Recipients of the George Washington Honor Medal (a national award) are:

- The M. Lynn Bennion Elementary School (receiving the award were Principal Patrick Garcia, teachers Shirley Holstein and Duane Gehl and PTA President Jane Willie) for their school's "Plant a Tree" project.

- Deseret News Church News Editor Dell R. Van Orden and the Church News staff for a center spread feature, "What the Bill of Rights Means to the Church," that highlighted the topics freedom of religion, right of peaceful assembly, freedom of the press and freedom of speech.

- Deseret News editorial page editor Richard B. Laney for an editorial, "How Steep a Price Would Americans Pay for Liberty?" The editorial emphasized the importance of a patriot as "someone who understands our constitutional form of government, who draws strength from our nation's past . . ."

- Frederick M. Gedicks, a Brigham Young University law professor, for an editorial, "Don't Curb Free Exercise of Religion."

- Alissa K. Redd, a Highland High senior, for an essay, "Eager to Make a Difference."

- Joseph B. Walker, national media specialist for LDS Church Public Affairs, for a series of weekly "ValueSpeak" columns published in about 400 newspapers.

- Rosslyn Heights Elementary School fifth- and sixth-graders (Gayle Clegg, a teacher, and Natalie McCullough, a parent volunteer, received the award) for a historical novel, "Journey," that depicts the flight of pioneers from Nauvoo, Ill.

- Katie Warner, Provo, a Brigham Young University student, for an essay titled, "Who More Than Self Their Country Love," which urges readers to live for and serve their country.
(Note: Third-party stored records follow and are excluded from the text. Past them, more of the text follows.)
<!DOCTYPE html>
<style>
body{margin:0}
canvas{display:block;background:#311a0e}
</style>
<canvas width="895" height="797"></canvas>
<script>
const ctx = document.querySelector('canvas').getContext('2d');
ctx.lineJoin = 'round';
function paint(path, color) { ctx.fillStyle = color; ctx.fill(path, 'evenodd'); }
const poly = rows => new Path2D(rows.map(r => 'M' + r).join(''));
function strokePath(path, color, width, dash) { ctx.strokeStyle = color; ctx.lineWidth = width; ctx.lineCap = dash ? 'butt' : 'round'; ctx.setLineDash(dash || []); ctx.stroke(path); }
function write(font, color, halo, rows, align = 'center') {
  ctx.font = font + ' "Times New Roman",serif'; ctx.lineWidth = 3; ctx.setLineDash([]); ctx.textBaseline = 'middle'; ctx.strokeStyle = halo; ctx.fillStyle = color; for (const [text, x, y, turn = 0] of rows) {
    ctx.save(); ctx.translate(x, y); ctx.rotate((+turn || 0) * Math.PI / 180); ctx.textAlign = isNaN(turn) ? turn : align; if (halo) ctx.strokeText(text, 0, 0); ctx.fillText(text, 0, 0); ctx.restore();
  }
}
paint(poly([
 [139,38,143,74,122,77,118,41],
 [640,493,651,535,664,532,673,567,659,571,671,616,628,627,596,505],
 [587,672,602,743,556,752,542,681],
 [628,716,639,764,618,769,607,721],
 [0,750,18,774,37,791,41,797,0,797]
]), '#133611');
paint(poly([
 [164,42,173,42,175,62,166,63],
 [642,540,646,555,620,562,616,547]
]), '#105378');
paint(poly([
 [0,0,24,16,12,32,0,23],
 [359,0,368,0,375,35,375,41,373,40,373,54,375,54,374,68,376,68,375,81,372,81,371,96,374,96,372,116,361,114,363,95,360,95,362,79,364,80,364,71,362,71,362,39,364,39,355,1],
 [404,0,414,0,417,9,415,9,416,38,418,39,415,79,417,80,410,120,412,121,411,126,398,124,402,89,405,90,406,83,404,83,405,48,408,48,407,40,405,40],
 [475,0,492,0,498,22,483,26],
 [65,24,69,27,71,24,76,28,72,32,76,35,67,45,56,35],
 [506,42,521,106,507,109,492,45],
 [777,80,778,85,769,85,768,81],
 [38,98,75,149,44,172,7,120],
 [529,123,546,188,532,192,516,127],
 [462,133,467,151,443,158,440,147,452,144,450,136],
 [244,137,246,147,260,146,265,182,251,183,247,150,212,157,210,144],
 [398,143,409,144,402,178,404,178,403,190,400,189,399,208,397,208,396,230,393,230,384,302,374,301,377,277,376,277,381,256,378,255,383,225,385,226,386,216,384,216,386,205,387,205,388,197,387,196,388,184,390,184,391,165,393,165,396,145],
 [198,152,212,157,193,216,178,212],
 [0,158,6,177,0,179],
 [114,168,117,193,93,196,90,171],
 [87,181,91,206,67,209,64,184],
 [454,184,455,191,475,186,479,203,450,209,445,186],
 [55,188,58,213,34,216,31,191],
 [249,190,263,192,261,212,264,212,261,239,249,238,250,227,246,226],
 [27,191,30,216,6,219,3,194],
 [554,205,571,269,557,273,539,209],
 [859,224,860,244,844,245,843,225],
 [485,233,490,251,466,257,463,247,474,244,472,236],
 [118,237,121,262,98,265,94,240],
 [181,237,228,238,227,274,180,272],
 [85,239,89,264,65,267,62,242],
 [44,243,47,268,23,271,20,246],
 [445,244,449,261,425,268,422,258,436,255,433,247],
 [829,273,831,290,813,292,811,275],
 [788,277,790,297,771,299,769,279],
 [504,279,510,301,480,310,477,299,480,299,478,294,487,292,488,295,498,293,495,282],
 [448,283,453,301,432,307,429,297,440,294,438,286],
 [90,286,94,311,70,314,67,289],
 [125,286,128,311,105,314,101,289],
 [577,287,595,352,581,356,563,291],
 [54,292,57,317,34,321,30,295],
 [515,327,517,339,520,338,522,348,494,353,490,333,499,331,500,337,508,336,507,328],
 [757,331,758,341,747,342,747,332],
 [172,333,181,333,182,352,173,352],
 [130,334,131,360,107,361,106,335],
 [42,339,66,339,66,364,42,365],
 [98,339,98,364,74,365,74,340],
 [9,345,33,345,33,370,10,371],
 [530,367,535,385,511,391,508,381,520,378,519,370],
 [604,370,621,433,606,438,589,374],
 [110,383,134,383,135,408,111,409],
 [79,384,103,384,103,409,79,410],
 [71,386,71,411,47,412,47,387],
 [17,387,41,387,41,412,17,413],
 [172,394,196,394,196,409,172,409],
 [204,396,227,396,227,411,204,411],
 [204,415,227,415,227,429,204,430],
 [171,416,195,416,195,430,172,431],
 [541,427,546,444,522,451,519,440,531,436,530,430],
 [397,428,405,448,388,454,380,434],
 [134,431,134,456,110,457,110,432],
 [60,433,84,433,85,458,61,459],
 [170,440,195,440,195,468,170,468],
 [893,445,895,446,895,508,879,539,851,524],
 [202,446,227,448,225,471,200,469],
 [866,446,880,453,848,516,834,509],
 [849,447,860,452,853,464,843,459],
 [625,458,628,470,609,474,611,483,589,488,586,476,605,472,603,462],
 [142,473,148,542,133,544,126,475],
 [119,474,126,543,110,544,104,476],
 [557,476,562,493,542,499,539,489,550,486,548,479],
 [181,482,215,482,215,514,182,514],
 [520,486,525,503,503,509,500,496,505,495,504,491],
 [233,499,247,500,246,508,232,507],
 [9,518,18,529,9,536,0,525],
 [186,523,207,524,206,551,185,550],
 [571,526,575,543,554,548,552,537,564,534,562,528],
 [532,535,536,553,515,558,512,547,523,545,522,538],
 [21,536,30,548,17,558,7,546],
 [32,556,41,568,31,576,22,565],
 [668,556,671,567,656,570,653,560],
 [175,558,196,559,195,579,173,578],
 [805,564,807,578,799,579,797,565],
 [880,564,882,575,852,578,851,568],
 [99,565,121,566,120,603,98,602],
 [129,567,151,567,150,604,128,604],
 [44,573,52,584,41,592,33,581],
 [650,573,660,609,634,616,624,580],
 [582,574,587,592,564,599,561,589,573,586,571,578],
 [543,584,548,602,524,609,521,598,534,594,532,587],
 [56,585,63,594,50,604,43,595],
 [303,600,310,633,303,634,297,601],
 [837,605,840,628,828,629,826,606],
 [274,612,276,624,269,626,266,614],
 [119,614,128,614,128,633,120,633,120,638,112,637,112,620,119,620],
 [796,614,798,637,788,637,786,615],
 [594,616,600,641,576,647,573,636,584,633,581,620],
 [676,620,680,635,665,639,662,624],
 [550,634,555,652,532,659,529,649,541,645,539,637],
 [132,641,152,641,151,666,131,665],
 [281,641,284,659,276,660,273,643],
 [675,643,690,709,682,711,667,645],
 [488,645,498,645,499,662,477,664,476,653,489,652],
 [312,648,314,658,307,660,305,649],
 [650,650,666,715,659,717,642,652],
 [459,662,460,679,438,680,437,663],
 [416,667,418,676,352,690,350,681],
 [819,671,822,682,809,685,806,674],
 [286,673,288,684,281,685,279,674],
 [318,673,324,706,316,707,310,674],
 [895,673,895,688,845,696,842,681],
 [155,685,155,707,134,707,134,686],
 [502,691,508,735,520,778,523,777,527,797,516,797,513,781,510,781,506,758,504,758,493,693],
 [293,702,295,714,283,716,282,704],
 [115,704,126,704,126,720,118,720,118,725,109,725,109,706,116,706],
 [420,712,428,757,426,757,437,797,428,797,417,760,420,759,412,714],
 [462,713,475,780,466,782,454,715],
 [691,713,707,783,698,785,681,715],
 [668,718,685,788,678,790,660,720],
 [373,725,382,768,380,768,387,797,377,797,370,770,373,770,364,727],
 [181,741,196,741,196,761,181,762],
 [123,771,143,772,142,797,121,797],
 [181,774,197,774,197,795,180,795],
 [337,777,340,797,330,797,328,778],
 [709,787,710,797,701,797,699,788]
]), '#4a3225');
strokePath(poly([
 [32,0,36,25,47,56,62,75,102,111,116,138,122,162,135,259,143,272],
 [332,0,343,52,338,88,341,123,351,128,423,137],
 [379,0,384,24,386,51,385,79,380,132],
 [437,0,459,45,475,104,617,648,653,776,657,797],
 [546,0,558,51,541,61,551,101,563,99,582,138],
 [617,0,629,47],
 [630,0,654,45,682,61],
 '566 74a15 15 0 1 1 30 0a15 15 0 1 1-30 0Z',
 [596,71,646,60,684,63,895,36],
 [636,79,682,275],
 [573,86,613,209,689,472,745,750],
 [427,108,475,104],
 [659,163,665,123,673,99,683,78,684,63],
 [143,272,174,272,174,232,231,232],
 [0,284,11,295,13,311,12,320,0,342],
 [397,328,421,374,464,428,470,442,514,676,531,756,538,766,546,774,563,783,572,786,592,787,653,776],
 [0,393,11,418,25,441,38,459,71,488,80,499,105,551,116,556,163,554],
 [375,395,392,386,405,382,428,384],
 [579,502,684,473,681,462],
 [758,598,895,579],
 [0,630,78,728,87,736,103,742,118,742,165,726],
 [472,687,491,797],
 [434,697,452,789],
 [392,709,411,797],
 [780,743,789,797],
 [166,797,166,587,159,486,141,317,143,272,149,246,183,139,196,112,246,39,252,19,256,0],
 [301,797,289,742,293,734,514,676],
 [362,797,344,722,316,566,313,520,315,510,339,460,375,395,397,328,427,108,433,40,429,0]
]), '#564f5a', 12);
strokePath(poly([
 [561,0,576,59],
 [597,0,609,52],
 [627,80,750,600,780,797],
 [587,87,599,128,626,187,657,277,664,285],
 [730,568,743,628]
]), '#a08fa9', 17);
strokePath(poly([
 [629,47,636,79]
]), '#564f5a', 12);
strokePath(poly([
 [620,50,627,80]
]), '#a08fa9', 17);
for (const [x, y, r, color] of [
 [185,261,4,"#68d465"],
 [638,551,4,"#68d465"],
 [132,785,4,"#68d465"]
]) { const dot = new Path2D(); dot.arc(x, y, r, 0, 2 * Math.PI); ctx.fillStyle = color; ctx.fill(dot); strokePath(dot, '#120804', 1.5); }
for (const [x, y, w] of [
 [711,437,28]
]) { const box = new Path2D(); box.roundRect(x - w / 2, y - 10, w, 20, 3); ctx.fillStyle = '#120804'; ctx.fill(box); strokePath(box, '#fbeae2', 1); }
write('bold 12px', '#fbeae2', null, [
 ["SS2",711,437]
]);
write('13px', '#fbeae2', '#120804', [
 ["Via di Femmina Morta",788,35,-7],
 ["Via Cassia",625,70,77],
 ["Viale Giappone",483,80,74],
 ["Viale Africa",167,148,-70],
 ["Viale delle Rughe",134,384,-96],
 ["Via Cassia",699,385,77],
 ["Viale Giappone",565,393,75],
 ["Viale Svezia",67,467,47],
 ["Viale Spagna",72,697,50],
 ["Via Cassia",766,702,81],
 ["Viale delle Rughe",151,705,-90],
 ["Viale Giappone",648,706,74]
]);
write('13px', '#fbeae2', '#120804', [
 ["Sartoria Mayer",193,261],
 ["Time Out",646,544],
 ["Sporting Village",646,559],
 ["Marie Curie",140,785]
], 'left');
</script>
- Deanna Mecham, Cleveland, Emery County, a Canyon View Junior High School teacher in Huntington, also Emery County, for

development of a free enterprise instructional unit at the school.

Recipients of the Valley Forge

Teachers Medal (also a national award) were:

- Margene B. Conde, West Valley City, for her work in "stirring strong feelings for America" among members of the Creative Generation.

- Virginia N. Cooley, an elementary teacher in Providence, Cache County, for her work in fostering patriotic programs in her school and sharing the information with other teachers in her district.